▶ _Exercise requirements_
Lines with the word "column" in them must be copied from the records below.

▶ _Data for analysis_
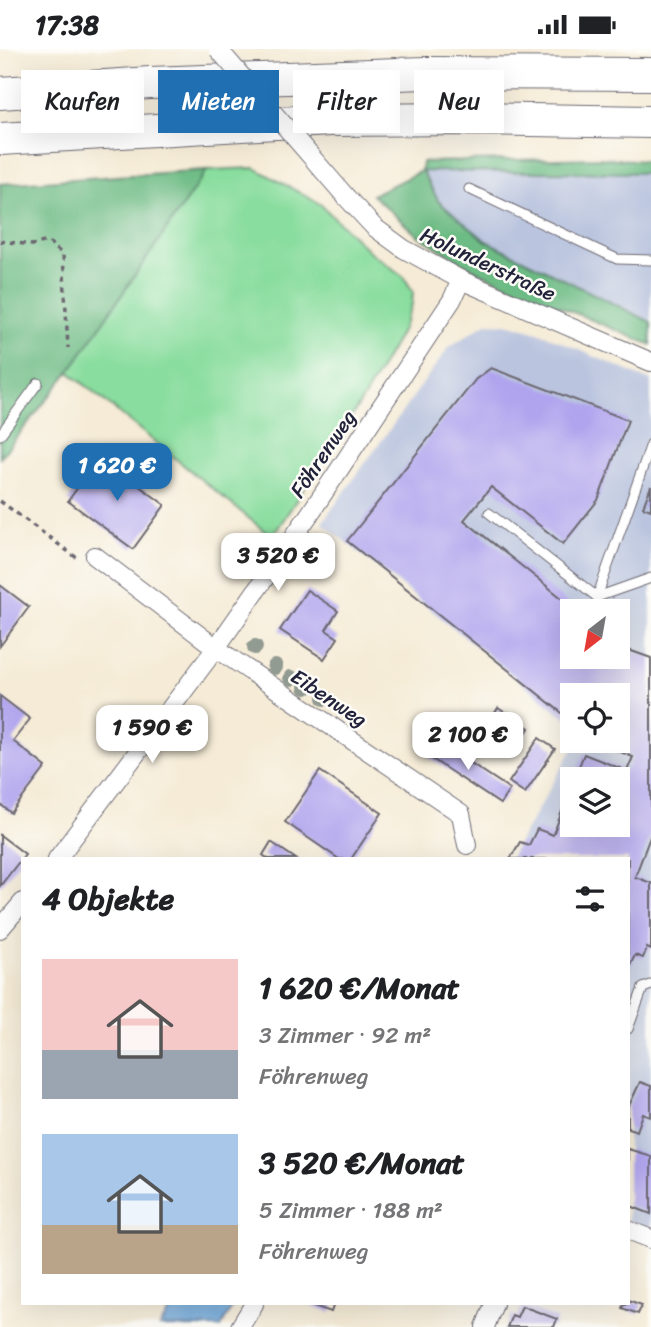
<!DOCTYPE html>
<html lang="de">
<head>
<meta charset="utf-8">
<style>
  :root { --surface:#fff; --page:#f2f2f2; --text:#202124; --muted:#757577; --accent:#1f6fb2 }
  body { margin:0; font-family:Sriracha,sans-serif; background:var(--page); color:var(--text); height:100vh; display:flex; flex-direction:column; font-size:26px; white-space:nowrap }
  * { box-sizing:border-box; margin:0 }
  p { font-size:23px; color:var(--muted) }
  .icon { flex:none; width:38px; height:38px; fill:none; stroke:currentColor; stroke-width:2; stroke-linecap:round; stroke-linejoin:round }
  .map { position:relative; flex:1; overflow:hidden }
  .side { position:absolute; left:21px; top:808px; width:609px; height:448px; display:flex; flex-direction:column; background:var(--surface); border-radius:0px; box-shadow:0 7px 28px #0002 }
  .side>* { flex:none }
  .hud { position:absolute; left:21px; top:21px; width:609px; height:63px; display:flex; gap:14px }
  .needle { width:46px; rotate:211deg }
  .tools { position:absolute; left:560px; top:550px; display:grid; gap:14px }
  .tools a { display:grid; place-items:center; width:70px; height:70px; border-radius:0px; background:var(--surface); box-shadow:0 7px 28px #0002; font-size:35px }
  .price { position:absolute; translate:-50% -60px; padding:0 16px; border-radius:14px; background:#fff; color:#222; font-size:23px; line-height:46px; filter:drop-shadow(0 2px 4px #0008) }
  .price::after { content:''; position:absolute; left:50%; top:42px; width:21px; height:16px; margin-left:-10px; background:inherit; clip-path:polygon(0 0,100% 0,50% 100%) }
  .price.current { background:var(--accent); color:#fff }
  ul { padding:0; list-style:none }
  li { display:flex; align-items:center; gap:21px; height:175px; padding:0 21px }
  li span { display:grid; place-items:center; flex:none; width:196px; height:140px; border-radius:0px; color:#555 }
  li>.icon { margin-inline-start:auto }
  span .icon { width:84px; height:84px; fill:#fffc; stroke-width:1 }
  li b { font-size:30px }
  h2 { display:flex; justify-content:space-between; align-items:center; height:84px; padding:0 21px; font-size:30px }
  .pill { padding:0 24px; border-radius:0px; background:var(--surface); box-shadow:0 7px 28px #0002; font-size:24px; line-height:63px }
  .pill.current { background:var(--accent); color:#fff }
  .status { display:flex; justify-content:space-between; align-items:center; height:49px; padding:0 35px; background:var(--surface); direction:ltr }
  .status svg { height:19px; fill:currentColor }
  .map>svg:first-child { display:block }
  .industrial { fill:#bac4de; fill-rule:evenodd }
  .green { fill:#89dd9e; stroke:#56806c; stroke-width:2 }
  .forest { fill:#6ebc85; stroke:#486f60; stroke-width:2 }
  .water { fill:#68a3d8; stroke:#45628a; stroke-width:2 }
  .building { fill:#b0a4ee }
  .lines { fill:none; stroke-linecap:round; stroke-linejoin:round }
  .service-casing { stroke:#6c6871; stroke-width:11 }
  .minor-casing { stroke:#6c6871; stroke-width:20 }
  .motorway-casing { stroke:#6c6871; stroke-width:34 }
  .path { stroke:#6c6871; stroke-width:3.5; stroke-dasharray:5 5; stroke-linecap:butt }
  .service { stroke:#fff; stroke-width:9 }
  .minor { stroke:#fff; stroke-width:18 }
  .motorway { stroke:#fff; stroke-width:32 }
  .minor-bridge-casing { stroke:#6c6871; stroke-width:20; stroke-linecap:butt }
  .minor-bridge { stroke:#fff; stroke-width:18 }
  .tree { fill:#929b91 }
  .labels { text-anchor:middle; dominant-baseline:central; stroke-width:5; stroke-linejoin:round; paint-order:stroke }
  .street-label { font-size:21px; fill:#22223b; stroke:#fdfcf7 }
</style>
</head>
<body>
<div class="status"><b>17:38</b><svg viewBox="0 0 49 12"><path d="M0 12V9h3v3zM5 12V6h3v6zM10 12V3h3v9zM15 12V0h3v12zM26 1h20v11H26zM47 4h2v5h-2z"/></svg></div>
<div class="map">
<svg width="651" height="1278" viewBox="0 0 651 1278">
  <rect width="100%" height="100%" fill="#fdfcf7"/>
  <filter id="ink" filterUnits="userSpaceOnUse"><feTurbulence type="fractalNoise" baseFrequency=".0143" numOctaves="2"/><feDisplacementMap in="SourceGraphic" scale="14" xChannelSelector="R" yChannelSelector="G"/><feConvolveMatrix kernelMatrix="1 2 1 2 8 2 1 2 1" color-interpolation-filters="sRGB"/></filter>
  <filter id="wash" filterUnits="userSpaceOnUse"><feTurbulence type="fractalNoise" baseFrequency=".00686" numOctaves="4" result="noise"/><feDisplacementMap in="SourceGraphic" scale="28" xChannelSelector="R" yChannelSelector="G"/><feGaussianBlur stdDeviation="1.57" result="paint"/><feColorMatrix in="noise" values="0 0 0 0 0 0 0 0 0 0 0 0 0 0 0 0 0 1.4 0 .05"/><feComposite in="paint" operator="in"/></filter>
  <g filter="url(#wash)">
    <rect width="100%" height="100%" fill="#f5ebd6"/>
    <g class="industrial">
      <polygon points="422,121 651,124 651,273 486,192 439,153"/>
      <path d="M486,274L510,275L538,283L651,332V1180L628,1172V810H509L578,691H618V646H572V674L322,474L449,298ZM572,562H618V607H572ZM572,730H618V775H572Z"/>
    </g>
    <polygon class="green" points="255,119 320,155 369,202 404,228 413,243 412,255 403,279 365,347 272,488 69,323 207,121"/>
    <g class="forest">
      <polygon points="599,109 651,112 651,124 422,122 439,153 486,192 651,273 651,296 478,223 417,186 372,146 421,122 422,113"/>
      <polygon points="207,121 69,323 0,409 0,135"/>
    </g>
    <polygon class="water" points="173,1255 234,1255 221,1278 160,1278"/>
    <g id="blocks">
      <g class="building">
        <polygon points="491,319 628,371 598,451 563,495 491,438 464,471 578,562 572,562 572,607 618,607 618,593 626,600 651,609 651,785 635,828 651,834 651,901 647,899 643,909 635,906 628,921 628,810 510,810 520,793 529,796 537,780 553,786 572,736 572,775 618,775 618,730 574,730 584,705 627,722 633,708 591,691 618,691 618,646 572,646 572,672 347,492 476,330"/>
        <polygon points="100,408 165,456 133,500 68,452"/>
        <polygon points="651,437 651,461 643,458"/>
        <polygon points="0,536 29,558 0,597"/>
        <polygon points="307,541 338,562 326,581 338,589 324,610 280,581"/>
        <polygon points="0,647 30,670 13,692 46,718 11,764 0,755"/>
        <polygon points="498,659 529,679 518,696 488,676"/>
        <polygon points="539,689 555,700 525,744 509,733"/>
        <polygon points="436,691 510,740 500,755 426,706"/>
        <polygon points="320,722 382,764 351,810 339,810 285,773"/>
        <polygon points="0,786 25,805 0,837"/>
        <polygon points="271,793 296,810 268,810 263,806"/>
        <polygon points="640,1033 651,1037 651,1068 643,1065 637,1082 628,1079 628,1059"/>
        <polygon points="628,1100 651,1107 651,1165 628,1156"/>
        <polygon points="628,1251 642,1256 638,1265 622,1259 624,1255 628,1255"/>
        <polygon points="308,1255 334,1255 331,1263"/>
        <polygon points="522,1257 557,1270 554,1278 507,1278 512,1266 517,1268"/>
      </g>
    </g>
  </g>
  <g filter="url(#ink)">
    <use href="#blocks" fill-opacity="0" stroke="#6c6871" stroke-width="2"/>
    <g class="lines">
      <defs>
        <g id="service">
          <polyline points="469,140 617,210 651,211"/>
          <polyline points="0,386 38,334"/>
          <polyline points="489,464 597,548 651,529"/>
          <polyline points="597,548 651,395"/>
          <polyline points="628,980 643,939 651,936"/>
        </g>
        <g id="minor">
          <polyline points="347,149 374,178 404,200 461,231 651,313"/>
          <polyline points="95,507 216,599 461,765 467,796"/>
          <polyline points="57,810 216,599 309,466 452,251 461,231"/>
          <polyline points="0,880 23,853"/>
          <polyline points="628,1181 651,1190"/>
          <polyline points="240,1278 254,1255"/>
          <polyline points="485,1278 494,1255"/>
        </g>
        <g id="motorway">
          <polyline points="0,44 150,34 425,24 651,25"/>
          <polyline points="0,90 330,71 472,70 651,73"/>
        </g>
      </defs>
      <use href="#service" class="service-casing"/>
      <use href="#minor" class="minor-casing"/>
      <use href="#motorway" class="motorway-casing"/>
      <g class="path">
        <polyline points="0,192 32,196 48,192 63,206 68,299"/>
        <polyline points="0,452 77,509"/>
      </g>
      <use href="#service" class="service"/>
      <use href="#minor" class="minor"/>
      <use href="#motorway" class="motorway"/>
      <defs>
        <polyline id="minor-bridge" points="218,0 347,149"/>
      </defs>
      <use href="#minor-bridge" class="minor-bridge-casing"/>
      <use href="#minor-bridge" class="minor-bridge"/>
    </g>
    <g class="tree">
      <circle cx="255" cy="598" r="8"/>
      <circle cx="275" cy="618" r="8"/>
      <circle cx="291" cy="629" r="8"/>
      <circle cx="306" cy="638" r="8"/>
      <circle cx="325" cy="649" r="8"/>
    </g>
  </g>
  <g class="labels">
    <g class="street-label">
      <text transform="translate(488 215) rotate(25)">Holunderstraße</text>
      <text transform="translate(323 405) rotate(-56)">Föhrenweg</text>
      <text transform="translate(329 649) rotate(34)">Eibenweg</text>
    </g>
  </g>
</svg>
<div class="tools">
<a><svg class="needle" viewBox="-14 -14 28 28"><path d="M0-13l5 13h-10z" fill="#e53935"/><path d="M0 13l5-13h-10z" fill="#757577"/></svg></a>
<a><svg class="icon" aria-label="locate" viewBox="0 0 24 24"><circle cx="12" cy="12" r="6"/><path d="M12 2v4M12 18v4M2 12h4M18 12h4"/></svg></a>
<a><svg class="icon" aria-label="layers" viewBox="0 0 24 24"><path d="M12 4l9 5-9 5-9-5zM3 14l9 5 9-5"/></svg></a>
</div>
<b class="price current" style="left:117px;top:454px">1 620 €</b>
<b class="price" style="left:278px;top:544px">3 520 €</b>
<b class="price" style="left:152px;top:716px">1 590 €</b>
<b class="price" style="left:468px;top:723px">2 100 €</b>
<div class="hud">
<a class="pill">Kaufen</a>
<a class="pill current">Mieten</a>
<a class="pill">Filter</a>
<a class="pill">Neu</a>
</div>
<section class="side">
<h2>4 Objekte<svg class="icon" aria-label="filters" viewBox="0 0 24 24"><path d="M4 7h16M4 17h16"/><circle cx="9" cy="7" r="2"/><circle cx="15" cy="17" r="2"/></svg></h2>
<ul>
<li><span style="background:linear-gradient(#f6c9c9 65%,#9aa5b1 0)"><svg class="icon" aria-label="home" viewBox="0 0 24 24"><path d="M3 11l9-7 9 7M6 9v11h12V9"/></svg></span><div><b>1 620 €/Monat</b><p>3 Zimmer · 92 m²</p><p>Föhrenweg</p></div></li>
<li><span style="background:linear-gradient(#a9c7e8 65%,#b9a48a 0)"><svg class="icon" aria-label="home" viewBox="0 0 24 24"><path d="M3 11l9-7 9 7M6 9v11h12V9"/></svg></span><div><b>3 520 €/Monat</b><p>5 Zimmer · 188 m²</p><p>Föhrenweg</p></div></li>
</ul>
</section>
</div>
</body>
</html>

▶ _Written solution_
  body { margin:0; font-family:Sriracha,sans-serif; background:var(--page); color:var(--text); height:100vh; display:flex; flex-direction:column; font-size:26px; white-space:nowrap }
  .side { position:absolute; left:21px; top:808px; width:609px; height:448px; display:flex; flex-direction:column; background:var(--surface); border-radius:0px; box-shadow:0 7px 28px #0002 }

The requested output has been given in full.